Single by Francisca Valenzuela

from the album Muérdete La Lengua
- Released: September 15, 2007
- Recorded: 2006
- Genre: Alternative rock, piano rock
- Length: 2:59
- Label: Feria Music
- Songwriter: Francisca Valenzuela
- Producers: Mauricio Durán, Francisco Durán

Francisca Valenzuela singles chronology
| "Dulce" (2006) | "Muérdete La Lengua" (2007) | "Afortunada" (2007) |

= Muérdete La Lengua (song) =

"Muérdete La Lengua" (Translated to 'Bite Your Tongue' in English) is a rock song recorded by Chilean singer and song-writer Francisca Valenzuela and this song is the third official single from her first solo debut studio album, Muérdete La Lengua, released in Chile on September 15, 2007.

==Song information==
The song, written during 2005 by Francisca Valenzuela, was produced by Mauricio Durán and Francisco Durán, members of Chilean Rock band Los Bunkers.

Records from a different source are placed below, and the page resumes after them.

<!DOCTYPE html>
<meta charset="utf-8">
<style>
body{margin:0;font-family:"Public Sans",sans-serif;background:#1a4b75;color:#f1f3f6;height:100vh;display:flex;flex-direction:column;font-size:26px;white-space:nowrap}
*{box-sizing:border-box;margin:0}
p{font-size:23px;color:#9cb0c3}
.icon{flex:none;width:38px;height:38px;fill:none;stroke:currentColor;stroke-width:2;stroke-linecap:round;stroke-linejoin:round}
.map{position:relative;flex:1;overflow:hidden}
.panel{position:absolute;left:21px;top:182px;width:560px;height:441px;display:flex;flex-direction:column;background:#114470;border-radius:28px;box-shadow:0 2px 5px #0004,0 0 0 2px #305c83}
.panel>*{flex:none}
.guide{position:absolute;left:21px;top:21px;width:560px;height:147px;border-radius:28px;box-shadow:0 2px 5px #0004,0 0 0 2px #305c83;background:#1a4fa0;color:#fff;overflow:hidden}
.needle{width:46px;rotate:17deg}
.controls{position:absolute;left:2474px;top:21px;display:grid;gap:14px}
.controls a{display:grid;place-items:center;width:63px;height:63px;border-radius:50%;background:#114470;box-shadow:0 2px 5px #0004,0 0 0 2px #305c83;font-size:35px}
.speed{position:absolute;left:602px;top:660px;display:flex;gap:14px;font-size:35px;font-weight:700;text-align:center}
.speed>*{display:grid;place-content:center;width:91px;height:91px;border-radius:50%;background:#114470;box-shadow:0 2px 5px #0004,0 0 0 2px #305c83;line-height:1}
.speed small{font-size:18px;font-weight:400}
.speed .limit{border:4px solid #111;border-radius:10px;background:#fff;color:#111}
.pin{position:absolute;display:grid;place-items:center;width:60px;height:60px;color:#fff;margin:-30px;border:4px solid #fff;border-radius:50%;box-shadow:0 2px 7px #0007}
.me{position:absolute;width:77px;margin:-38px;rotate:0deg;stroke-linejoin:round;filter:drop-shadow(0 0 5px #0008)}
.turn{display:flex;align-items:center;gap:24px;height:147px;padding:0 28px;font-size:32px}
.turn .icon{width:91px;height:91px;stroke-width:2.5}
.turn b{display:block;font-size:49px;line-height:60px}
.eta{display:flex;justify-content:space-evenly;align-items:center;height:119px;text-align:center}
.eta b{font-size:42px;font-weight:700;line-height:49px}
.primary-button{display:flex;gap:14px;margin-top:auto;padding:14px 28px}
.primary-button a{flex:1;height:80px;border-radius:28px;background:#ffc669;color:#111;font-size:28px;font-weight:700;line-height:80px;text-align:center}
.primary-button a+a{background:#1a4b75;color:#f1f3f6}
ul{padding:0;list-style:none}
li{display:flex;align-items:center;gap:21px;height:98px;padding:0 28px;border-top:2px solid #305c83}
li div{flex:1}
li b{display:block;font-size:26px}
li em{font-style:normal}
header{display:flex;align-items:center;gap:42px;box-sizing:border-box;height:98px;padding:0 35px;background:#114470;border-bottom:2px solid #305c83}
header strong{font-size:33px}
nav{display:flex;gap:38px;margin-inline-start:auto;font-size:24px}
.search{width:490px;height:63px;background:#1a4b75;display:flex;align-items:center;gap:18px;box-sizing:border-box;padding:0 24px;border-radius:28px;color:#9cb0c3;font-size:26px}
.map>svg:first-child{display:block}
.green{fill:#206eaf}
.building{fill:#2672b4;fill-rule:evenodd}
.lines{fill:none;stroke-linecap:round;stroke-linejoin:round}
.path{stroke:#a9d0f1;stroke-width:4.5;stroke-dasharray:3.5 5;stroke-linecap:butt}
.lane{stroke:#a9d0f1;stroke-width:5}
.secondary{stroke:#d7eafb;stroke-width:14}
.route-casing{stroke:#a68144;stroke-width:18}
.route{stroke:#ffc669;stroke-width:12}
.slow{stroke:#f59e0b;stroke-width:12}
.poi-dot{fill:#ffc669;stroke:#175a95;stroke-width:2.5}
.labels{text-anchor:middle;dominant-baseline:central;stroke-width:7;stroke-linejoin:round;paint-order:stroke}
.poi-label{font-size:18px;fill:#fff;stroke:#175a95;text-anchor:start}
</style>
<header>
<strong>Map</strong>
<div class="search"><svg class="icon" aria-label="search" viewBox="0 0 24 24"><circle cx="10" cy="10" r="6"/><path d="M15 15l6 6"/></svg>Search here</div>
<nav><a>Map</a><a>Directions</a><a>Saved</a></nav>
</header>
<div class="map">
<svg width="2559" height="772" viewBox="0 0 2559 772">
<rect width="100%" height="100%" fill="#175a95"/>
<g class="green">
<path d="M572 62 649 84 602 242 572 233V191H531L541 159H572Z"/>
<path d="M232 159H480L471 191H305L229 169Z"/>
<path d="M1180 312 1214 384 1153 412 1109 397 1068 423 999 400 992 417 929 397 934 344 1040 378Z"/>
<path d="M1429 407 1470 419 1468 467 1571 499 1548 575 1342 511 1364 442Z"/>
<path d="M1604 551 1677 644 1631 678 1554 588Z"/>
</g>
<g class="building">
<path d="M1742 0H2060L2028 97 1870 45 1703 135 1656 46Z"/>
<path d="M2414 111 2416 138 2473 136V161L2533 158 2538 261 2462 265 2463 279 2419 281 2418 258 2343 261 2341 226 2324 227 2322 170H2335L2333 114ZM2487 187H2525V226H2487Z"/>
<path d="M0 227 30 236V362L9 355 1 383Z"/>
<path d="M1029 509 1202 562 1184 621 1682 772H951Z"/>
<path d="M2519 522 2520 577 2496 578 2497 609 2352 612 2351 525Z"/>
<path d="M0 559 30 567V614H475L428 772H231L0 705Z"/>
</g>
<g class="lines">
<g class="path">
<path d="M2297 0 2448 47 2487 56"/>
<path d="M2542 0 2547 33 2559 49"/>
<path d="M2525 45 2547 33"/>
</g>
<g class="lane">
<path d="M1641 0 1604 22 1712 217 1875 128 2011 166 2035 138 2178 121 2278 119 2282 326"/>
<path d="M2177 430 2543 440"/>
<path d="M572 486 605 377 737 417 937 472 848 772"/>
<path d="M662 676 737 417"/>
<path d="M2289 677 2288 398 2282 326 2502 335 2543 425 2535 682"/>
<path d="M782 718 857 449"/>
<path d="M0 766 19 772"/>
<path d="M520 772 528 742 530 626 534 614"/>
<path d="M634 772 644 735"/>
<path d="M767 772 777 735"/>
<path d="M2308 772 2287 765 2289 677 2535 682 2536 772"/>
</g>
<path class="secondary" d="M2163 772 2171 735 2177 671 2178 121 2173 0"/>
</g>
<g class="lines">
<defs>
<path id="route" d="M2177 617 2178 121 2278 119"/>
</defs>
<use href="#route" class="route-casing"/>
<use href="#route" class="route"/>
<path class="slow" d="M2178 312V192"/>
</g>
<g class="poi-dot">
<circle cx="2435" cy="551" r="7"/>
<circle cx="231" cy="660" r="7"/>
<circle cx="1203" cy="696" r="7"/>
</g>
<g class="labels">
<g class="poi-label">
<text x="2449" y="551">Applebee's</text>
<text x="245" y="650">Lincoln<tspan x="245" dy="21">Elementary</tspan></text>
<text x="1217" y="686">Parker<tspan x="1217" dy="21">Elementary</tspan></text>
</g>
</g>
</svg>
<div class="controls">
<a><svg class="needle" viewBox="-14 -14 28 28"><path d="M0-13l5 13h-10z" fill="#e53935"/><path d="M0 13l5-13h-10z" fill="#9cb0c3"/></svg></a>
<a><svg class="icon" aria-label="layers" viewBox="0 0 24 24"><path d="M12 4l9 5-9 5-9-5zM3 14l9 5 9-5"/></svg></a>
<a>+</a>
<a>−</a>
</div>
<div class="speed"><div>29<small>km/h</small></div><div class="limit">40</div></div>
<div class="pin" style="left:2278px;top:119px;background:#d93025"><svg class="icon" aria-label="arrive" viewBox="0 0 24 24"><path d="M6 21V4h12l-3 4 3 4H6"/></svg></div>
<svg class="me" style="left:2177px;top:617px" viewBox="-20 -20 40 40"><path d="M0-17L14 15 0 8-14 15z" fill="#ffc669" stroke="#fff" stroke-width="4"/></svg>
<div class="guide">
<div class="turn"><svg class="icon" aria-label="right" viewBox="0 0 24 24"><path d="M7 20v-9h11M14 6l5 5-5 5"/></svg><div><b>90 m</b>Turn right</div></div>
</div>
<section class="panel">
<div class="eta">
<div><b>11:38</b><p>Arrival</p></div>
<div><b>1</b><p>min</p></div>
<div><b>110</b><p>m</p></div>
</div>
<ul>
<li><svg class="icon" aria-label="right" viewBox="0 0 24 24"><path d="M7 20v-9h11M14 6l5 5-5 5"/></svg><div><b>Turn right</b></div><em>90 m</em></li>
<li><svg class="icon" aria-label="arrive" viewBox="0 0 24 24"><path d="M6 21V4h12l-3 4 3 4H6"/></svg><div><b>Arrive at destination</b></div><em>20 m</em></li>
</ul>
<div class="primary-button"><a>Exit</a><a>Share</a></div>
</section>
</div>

The song was released on September 15, 2007 on Radios and Digital Download.

==Music video==

Valenzuela in her music video.

The official music video for the song "Muérdete La Lengua" was premiered on MTV Latin America on September 30, 2007 with high popularity in Chilean music channels. It was later premiered on Via X and Zona Latina. The music video was directed by Igal Weitzman and in it Francisca is shown singing in psychedelic screenshoots with her face painted in white along with dogs.